╭─ DATA SHOWN
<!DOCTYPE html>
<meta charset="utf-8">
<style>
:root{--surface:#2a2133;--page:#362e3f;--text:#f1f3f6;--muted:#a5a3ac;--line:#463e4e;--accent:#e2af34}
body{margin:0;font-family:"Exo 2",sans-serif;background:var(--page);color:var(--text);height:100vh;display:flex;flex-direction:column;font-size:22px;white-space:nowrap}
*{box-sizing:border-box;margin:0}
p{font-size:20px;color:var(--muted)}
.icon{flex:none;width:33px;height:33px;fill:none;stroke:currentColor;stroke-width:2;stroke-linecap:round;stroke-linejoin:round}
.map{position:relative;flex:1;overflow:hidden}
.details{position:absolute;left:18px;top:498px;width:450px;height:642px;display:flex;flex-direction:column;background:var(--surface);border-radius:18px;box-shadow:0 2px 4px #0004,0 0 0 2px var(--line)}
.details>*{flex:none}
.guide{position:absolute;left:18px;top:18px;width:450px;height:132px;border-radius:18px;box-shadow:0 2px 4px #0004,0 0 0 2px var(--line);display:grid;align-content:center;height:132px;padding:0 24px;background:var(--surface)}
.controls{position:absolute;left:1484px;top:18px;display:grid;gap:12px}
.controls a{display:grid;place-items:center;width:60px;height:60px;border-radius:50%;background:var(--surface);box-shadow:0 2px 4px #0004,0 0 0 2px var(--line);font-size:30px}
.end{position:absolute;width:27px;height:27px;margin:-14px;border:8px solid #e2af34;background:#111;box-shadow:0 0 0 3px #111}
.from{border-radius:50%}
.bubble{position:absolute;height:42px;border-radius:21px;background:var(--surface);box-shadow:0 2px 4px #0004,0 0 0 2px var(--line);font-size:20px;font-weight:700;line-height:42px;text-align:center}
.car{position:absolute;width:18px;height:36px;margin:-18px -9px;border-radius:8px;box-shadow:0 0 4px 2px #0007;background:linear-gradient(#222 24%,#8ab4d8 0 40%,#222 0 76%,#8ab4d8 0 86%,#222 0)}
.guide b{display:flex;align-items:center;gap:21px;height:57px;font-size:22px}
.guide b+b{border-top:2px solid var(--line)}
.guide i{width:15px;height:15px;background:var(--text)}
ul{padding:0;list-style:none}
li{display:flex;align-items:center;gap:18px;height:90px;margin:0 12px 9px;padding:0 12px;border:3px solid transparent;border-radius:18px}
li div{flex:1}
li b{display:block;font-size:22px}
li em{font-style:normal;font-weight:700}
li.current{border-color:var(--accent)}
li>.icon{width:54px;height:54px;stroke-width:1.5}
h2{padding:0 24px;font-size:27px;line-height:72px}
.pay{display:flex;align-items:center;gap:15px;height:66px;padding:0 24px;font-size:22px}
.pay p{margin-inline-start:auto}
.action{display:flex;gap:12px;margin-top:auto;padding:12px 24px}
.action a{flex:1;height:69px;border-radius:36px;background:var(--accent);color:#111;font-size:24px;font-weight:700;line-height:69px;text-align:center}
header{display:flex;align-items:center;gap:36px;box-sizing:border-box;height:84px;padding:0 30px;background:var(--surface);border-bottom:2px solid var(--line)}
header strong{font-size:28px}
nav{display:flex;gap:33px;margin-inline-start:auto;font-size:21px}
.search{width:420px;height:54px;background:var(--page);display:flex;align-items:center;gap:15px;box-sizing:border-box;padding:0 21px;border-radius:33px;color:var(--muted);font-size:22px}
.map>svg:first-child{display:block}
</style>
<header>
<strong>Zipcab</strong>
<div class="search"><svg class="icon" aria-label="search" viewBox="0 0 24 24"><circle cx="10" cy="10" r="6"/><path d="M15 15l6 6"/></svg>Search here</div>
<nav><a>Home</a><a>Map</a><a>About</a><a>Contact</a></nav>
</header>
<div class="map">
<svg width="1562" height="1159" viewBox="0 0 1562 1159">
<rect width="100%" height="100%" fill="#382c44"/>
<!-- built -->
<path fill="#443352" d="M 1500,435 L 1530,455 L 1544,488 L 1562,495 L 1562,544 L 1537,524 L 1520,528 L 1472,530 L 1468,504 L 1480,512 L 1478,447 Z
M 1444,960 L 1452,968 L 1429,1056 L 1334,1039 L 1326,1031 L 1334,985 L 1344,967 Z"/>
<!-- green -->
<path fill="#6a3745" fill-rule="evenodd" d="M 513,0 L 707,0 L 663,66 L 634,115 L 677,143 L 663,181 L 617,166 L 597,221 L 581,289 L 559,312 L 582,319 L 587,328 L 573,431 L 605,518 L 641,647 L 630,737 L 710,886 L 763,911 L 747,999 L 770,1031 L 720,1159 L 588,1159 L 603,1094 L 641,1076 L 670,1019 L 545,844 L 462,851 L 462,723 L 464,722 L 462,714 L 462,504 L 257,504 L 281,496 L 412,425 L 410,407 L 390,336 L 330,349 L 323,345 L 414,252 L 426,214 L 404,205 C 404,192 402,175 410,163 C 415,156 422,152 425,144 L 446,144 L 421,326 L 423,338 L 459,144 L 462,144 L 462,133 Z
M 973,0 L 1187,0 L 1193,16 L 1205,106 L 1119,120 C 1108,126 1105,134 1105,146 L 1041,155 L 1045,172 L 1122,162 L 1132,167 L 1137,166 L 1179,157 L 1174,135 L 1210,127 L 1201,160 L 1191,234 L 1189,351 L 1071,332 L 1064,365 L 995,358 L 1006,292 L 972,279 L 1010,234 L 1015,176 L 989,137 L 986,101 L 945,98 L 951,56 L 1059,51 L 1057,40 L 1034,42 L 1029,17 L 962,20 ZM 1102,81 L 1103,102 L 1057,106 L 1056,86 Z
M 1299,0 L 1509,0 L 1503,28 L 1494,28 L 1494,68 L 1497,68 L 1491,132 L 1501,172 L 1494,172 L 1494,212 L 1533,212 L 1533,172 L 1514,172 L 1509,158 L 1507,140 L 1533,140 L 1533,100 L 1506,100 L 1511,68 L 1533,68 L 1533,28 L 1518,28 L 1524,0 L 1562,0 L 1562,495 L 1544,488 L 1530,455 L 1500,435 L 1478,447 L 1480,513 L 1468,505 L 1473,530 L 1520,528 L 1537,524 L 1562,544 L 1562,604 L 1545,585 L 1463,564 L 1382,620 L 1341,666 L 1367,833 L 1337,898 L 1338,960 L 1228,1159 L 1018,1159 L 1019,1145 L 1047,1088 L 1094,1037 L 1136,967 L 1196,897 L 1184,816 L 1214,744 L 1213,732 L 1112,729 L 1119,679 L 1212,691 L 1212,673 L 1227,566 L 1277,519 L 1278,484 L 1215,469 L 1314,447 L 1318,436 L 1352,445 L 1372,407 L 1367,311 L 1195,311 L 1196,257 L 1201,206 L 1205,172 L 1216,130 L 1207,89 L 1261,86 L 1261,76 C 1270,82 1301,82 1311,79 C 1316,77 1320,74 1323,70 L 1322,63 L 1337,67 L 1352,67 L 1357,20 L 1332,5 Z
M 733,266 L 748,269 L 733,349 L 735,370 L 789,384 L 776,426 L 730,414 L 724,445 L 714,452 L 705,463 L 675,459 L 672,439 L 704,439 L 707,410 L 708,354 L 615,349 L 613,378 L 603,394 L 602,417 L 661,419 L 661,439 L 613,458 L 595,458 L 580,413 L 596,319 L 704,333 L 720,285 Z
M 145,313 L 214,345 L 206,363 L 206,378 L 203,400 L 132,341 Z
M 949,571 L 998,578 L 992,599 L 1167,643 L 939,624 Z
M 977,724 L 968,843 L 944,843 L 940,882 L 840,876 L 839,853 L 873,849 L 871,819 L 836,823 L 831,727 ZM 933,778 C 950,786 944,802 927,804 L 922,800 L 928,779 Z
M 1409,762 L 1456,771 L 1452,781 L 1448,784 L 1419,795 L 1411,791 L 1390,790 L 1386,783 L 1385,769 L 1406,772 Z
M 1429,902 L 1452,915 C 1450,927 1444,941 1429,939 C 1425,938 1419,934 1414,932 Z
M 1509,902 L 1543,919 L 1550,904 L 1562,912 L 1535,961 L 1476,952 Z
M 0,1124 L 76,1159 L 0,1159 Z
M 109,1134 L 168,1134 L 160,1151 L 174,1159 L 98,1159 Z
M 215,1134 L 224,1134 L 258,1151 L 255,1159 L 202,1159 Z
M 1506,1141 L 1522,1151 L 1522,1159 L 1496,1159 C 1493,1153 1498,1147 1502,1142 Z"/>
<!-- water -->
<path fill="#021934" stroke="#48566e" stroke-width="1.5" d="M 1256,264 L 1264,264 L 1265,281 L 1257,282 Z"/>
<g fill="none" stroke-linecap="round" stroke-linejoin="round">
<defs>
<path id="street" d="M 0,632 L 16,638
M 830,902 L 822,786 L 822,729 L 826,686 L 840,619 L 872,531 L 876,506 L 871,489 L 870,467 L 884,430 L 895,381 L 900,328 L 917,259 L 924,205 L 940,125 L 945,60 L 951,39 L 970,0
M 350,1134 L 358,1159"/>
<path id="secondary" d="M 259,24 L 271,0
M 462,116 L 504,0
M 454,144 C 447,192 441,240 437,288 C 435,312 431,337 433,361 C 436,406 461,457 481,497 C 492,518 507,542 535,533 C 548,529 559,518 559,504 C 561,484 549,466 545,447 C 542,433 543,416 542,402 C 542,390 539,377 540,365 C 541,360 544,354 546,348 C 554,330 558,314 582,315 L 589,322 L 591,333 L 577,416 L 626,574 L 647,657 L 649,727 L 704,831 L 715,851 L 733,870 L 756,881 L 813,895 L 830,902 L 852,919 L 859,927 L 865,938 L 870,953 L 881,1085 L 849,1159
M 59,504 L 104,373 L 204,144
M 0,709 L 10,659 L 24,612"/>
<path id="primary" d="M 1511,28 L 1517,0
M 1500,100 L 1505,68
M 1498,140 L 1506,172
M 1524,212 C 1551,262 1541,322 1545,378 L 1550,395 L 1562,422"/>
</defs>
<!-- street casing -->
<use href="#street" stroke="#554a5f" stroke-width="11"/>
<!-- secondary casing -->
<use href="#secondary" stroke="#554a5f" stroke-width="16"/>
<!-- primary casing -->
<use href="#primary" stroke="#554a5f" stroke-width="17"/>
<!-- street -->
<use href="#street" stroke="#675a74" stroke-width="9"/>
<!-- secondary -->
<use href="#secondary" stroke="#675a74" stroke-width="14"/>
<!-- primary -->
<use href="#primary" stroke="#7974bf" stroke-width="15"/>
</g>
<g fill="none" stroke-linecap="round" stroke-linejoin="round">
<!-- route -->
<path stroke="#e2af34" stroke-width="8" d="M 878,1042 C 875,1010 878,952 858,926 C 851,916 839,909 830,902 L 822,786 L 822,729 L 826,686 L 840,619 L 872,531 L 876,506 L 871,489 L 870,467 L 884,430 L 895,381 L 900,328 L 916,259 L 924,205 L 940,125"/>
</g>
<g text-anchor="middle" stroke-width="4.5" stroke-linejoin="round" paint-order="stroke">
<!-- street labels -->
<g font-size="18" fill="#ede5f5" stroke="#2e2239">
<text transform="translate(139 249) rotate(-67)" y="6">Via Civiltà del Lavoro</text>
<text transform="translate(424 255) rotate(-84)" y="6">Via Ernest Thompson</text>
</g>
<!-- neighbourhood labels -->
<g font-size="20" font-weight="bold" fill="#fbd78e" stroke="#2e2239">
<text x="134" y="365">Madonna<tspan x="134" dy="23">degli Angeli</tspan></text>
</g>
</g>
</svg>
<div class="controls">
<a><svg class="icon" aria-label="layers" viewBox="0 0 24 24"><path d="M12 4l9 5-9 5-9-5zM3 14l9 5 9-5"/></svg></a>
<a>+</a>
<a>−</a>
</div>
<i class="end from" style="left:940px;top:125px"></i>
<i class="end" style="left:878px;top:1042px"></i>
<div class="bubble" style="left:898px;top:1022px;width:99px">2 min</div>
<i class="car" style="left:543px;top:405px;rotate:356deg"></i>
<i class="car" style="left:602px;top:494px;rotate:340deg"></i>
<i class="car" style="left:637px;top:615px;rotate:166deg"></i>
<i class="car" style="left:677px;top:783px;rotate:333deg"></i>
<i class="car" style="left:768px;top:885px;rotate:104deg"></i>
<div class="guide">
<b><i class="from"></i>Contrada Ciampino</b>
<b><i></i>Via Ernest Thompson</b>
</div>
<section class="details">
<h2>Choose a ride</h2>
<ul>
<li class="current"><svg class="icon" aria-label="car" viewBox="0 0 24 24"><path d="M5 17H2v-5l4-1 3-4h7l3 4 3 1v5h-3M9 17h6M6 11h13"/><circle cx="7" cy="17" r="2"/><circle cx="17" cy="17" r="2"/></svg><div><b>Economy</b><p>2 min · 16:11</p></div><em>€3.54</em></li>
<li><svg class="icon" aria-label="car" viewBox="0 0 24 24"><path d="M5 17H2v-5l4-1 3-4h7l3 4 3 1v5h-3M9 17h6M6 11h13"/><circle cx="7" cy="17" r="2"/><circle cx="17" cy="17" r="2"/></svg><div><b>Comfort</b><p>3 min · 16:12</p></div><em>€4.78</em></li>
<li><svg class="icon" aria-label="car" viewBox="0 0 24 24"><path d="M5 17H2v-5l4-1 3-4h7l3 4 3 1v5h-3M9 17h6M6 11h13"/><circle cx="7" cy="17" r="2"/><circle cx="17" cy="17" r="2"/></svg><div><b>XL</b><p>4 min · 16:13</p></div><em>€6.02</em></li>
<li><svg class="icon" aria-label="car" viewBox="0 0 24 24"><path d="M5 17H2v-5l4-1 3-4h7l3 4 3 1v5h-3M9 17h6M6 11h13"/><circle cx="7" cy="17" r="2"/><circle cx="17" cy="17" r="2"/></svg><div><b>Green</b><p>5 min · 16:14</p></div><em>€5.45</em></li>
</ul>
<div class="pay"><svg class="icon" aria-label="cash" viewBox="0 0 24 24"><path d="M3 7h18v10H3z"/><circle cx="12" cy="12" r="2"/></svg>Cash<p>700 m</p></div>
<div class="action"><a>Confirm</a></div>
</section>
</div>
╰─
(EXERCISE INSTRUCTIONS):
Among the entries above, locate the lines containing "M 1429,902 L" and "<!-- secondary -->", and transcribe exactly those two lines and all lines between.

(RESULT FOR THIS EXERCISE):
M 1429,902 L 1452,915 C 1450,927 1444,941 1429,939 C 1425,938 1419,934 1414,932 Z
M 1509,902 L 1543,919 L 1550,904 L 1562,912 L 1535,961 L 1476,952 Z
M 0,1124 L 76,1159 L 0,1159 Z
M 109,1134 L 168,1134 L 160,1151 L 174,1159 L 98,1159 Z
M 215,1134 L 224,1134 L 258,1151 L 255,1159 L 202,1159 Z
M 1506,1141 L 1522,1151 L 1522,1159 L 1496,1159 C 1493,1153 1498,1147 1502,1142 Z"/>
<!-- water -->
<path fill="#021934" stroke="#48566e" stroke-width="1.5" d="M 1256,264 L 1264,264 L 1265,281 L 1257,282 Z"/>
<g fill="none" stroke-linecap="round" stroke-linejoin="round">
<defs>
<path id="street" d="M 0,632 L 16,638
M 830,902 L 822,786 L 822,729 L 826,686 L 840,619 L 872,531 L 876,506 L 871,489 L 870,467 L 884,430 L 895,381 L 900,328 L 917,259 L 924,205 L 940,125 L 945,60 L 951,39 L 970,0
M 350,1134 L 358,1159"/>
<path id="secondary" d="M 259,24 L 271,0
M 462,116 L 504,0
M 454,144 C 447,192 441,240 437,288 C 435,312 431,337 433,361 C 436,406 461,457 481,497 C 492,518 507,542 535,533 C 548,529 559,518 559,504 C 561,484 549,466 545,447 C 542,433 543,416 542,402 C 542,390 539,377 540,365 C 541,360 544,354 546,348 C 554,330 558,314 582,315 L 589,322 L 591,333 L 577,416 L 626,574 L 647,657 L 649,727 L 704,831 L 715,851 L 733,870 L 756,881 L 813,895 L 830,902 L 852,919 L 859,927 L 865,938 L 870,953 L 881,1085 L 849,1159
M 59,504 L 104,373 L 204,144
M 0,709 L 10,659 L 24,612"/>
<path id="primary" d="M 1511,28 L 1517,0
M 1500,100 L 1505,68
M 1498,140 L 1506,172
M 1524,212 C 1551,262 1541,322 1545,378 L 1550,395 L 1562,422"/>
</defs>
<!-- street casing -->
<use href="#street" stroke="#554a5f" stroke-width="11"/>
<!-- secondary casing -->
<use href="#secondary" stroke="#554a5f" stroke-width="16"/>
<!-- primary casing -->
<use href="#primary" stroke="#554a5f" stroke-width="17"/>
<!-- street -->
<use href="#street" stroke="#675a74" stroke-width="9"/>
<!-- secondary -->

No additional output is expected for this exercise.